Rough day in the ER
Last night I got my first taste of the thick skin I assume to you need to survive medical school and life in a hospital. It's emotionally tumultuous and on a bad day it's hard to remember that (hopefully) in the end you do more good than bad.
Before my shift we had a 4 hour orientation to the research studies going on in the ER at the moment. Three of them we were already trained on, so it was a complete waste of everyone's time. The fourth was announced as a go-live today, so basically myself and the other associate on duty were expected to march into the ER with the (unedited) forms and just start enrolling. It wouldn't have been a problem if the forms had been designed for a hospital site (as opposed to outpatient clinic) and the PI knew that cardiac patients (her most interesting population) were off-limits because the coronary studies would get priority.
Confusing and draining.
Ok, so paperwork isn't that bad and it can all be figured out. And you can catch up when the board is messy, even if you do feel a little disorganised. And you can eat enough graham crackers to stop feeling like you're going to keel over.

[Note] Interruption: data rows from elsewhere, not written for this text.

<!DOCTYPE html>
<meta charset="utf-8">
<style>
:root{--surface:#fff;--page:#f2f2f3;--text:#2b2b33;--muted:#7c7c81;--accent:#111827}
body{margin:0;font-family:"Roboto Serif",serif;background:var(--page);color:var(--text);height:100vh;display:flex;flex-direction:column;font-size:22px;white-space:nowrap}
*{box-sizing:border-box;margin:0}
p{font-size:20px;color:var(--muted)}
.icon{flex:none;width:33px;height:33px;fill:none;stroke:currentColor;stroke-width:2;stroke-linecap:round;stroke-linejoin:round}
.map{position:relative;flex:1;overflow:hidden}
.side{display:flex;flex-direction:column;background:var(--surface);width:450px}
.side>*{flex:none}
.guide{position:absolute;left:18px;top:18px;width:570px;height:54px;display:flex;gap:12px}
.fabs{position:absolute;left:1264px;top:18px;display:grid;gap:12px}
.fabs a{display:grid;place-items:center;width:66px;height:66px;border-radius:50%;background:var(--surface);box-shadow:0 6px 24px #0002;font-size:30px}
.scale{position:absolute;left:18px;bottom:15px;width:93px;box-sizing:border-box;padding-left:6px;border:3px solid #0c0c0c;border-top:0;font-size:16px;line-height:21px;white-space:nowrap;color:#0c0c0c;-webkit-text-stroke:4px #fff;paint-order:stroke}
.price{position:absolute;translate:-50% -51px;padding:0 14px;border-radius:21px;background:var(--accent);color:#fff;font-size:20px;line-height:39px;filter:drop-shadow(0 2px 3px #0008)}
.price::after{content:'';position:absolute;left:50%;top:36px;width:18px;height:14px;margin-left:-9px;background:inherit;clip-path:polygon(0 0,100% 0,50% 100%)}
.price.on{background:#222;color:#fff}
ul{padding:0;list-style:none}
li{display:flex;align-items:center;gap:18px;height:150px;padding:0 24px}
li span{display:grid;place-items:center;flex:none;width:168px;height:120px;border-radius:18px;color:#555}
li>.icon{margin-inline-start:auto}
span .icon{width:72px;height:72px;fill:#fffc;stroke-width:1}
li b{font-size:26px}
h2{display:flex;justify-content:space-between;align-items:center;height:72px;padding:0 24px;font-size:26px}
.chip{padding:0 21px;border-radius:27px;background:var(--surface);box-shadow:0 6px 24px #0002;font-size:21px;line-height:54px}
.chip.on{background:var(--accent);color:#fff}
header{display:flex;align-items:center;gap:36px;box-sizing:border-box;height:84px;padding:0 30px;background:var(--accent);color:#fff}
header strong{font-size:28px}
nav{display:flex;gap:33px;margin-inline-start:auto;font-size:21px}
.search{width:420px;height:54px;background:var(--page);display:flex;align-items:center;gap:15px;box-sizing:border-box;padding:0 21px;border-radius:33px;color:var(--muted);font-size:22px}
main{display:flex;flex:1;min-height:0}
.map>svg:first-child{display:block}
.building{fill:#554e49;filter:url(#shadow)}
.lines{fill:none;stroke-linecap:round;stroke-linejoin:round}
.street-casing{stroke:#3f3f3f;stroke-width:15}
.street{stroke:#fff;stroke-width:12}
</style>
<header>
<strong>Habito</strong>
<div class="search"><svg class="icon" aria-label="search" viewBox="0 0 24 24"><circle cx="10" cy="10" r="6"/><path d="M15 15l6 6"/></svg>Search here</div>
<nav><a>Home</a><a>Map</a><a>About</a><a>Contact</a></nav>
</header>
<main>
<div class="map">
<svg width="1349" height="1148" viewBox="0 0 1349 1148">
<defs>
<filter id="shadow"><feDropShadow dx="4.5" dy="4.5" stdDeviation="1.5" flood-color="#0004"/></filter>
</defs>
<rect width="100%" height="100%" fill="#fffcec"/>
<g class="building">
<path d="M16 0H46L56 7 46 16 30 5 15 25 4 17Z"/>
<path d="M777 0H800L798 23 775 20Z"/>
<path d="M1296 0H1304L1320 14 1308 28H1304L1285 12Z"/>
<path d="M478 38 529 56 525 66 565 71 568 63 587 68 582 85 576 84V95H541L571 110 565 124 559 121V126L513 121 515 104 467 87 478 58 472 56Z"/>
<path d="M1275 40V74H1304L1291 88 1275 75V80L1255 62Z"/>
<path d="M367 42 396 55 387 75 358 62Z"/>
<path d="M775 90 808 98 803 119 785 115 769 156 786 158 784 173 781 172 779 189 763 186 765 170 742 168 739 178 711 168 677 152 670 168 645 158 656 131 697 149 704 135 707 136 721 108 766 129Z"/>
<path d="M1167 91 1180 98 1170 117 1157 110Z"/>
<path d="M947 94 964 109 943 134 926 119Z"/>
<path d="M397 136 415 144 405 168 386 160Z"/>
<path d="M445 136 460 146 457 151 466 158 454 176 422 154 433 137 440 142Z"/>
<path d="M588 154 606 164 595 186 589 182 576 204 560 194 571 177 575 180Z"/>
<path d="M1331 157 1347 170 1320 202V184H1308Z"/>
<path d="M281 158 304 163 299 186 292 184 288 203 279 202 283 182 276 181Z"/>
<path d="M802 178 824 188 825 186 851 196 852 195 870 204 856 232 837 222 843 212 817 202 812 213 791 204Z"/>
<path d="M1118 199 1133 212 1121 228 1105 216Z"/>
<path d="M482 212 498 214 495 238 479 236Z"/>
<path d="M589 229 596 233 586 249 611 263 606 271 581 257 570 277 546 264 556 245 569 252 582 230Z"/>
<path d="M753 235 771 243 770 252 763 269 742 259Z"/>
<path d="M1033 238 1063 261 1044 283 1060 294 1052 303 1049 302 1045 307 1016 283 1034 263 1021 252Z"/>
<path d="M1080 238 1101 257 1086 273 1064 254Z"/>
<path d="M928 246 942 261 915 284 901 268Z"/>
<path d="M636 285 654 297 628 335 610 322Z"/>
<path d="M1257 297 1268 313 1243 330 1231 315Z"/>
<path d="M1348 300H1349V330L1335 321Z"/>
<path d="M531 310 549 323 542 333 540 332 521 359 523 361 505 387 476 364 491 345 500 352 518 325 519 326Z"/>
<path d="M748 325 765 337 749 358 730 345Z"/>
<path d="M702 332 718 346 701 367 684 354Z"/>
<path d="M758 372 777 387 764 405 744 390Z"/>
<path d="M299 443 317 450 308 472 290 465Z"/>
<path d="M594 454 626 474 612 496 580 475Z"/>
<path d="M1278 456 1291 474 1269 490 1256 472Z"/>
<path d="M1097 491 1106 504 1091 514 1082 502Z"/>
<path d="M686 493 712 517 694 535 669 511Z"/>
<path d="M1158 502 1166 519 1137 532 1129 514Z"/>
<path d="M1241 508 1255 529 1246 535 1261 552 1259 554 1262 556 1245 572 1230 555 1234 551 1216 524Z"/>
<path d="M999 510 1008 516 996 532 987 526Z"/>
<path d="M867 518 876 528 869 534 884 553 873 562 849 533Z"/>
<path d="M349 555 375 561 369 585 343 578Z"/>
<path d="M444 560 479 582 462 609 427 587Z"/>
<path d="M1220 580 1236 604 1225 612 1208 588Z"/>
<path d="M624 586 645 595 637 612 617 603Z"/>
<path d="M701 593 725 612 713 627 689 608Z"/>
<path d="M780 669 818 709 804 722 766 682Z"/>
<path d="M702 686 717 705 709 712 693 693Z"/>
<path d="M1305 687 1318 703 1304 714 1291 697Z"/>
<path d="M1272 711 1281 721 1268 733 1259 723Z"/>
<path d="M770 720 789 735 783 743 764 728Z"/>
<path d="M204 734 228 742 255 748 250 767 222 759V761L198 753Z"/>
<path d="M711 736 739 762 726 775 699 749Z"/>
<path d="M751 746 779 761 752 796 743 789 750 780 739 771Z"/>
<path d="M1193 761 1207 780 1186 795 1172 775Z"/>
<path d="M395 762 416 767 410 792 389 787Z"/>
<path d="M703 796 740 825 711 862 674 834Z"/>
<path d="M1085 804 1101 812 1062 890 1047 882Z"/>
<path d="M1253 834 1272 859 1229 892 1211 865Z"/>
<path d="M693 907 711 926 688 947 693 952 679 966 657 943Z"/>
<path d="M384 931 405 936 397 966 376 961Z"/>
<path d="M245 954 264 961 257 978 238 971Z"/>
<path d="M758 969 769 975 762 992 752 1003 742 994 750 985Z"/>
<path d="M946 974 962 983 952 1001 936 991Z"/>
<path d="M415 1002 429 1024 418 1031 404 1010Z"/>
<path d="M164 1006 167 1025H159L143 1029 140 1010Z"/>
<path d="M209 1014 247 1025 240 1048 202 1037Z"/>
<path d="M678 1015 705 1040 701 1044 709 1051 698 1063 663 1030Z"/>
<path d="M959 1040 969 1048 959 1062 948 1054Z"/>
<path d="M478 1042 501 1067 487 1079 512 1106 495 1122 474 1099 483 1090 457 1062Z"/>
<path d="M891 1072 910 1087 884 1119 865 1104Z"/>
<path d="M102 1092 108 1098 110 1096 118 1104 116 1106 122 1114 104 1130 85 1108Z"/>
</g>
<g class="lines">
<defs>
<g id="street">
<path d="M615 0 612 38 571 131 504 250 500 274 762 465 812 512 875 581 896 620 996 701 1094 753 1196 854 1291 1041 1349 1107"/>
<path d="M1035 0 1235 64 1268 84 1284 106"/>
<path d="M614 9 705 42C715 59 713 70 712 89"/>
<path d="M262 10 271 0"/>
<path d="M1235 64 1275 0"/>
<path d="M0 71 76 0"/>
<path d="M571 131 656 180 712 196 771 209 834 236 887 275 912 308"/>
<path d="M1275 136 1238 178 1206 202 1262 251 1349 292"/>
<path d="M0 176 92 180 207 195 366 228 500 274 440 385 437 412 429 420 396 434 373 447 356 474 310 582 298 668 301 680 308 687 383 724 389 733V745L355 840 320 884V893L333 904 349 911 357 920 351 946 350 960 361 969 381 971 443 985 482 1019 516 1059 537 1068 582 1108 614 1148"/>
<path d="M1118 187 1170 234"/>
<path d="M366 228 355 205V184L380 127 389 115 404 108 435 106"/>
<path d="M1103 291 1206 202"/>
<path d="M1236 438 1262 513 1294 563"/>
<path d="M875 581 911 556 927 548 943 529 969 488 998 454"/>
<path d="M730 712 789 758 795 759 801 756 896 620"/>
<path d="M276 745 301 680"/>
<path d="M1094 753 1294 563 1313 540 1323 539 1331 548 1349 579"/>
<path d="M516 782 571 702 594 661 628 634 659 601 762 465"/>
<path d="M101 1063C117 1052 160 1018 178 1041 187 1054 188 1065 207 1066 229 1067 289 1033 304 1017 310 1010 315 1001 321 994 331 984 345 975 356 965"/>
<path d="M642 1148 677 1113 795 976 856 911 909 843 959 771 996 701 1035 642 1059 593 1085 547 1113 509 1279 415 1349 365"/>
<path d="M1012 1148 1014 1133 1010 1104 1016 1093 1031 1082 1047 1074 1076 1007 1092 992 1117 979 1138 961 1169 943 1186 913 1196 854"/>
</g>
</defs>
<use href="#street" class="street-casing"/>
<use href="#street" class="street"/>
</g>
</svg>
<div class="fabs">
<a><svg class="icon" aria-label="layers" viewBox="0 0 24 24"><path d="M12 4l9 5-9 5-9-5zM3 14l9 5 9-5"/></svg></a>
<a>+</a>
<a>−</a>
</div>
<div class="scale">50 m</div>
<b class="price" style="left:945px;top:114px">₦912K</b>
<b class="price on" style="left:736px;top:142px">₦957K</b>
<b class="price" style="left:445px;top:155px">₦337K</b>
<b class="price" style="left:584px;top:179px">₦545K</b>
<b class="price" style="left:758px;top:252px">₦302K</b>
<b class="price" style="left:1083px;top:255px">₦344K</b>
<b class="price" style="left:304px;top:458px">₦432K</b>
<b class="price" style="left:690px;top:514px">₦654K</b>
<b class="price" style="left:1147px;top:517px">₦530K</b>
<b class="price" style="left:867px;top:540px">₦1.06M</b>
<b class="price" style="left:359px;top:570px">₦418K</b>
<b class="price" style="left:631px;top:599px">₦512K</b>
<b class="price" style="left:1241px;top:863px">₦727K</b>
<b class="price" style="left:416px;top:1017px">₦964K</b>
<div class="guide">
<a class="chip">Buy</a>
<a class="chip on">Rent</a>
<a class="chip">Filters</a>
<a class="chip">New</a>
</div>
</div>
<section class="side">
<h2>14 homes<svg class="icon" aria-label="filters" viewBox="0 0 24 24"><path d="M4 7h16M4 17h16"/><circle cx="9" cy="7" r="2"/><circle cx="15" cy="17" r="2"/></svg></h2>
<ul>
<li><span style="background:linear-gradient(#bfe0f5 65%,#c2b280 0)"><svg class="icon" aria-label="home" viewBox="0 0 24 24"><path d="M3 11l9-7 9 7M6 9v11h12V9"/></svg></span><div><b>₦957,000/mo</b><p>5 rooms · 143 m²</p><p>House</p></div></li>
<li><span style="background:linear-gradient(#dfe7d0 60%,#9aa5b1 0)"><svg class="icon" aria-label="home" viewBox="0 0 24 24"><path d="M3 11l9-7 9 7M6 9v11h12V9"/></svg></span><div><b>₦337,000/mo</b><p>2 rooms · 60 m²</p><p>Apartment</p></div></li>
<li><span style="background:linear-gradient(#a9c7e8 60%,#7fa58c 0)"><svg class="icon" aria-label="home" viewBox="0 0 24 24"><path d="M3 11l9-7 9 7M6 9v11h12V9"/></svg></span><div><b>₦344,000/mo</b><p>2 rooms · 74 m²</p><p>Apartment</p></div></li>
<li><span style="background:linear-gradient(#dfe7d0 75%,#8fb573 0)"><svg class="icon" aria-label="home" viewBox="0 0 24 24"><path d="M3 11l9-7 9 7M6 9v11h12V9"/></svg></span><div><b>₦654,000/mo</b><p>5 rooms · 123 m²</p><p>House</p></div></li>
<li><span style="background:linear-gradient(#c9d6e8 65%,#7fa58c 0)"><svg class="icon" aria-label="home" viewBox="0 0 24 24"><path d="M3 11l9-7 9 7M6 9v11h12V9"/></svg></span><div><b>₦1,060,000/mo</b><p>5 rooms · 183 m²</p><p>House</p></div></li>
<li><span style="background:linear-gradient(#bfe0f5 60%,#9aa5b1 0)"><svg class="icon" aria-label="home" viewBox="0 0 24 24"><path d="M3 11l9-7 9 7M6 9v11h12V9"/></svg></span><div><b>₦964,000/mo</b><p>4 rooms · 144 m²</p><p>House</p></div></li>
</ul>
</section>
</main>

But what's rough is when your patients keep telling you they don't want to talk to you, or enrolling and then withdrawing... or the nurse loses/throws out the blood you need.
Frustrating.
But then you lose a patient because they walk out of the ER against medical advice and your standing there with the EKG and you know that person really shouldn't have left. Or you do a domestic violence screening and the woman breaks down and tells you all about her monster of a husband and how she's trying to divorce him, but he's lying to the courts about her. Or your neurocog patient who doesn't finish the tests because they are in head CT and on their way up for neurosurgery. Or the kid who fell off his bike and can't stop crying because he can't remember anything. He looks at his hands if they're unfamiliar and his face is splotched with the bright pink of skin that's been torn off.
Heartbreaking.
Just as your finishing all the paperwork and spinning last bloods two doctors come up to you. One gives you a lecture on not approaching the patients too early and potentially causing double sticks. The other looks at your forms and says "What are you still doing here? What? What... you want extra credit or something for staying late?" No. No, I don't. I just want you to fill out the damn form so I can go home.
Maddening.
The next morning you wake up and find an email waiting for you... be sure to approach the patients early so as to get the bloods you need... copied to the whole damn world.
And we're back to frustrating.
Despite the whining... I love it there. Thursday nights are the best part of my week. If I could stay until 2:30 am every week, I would.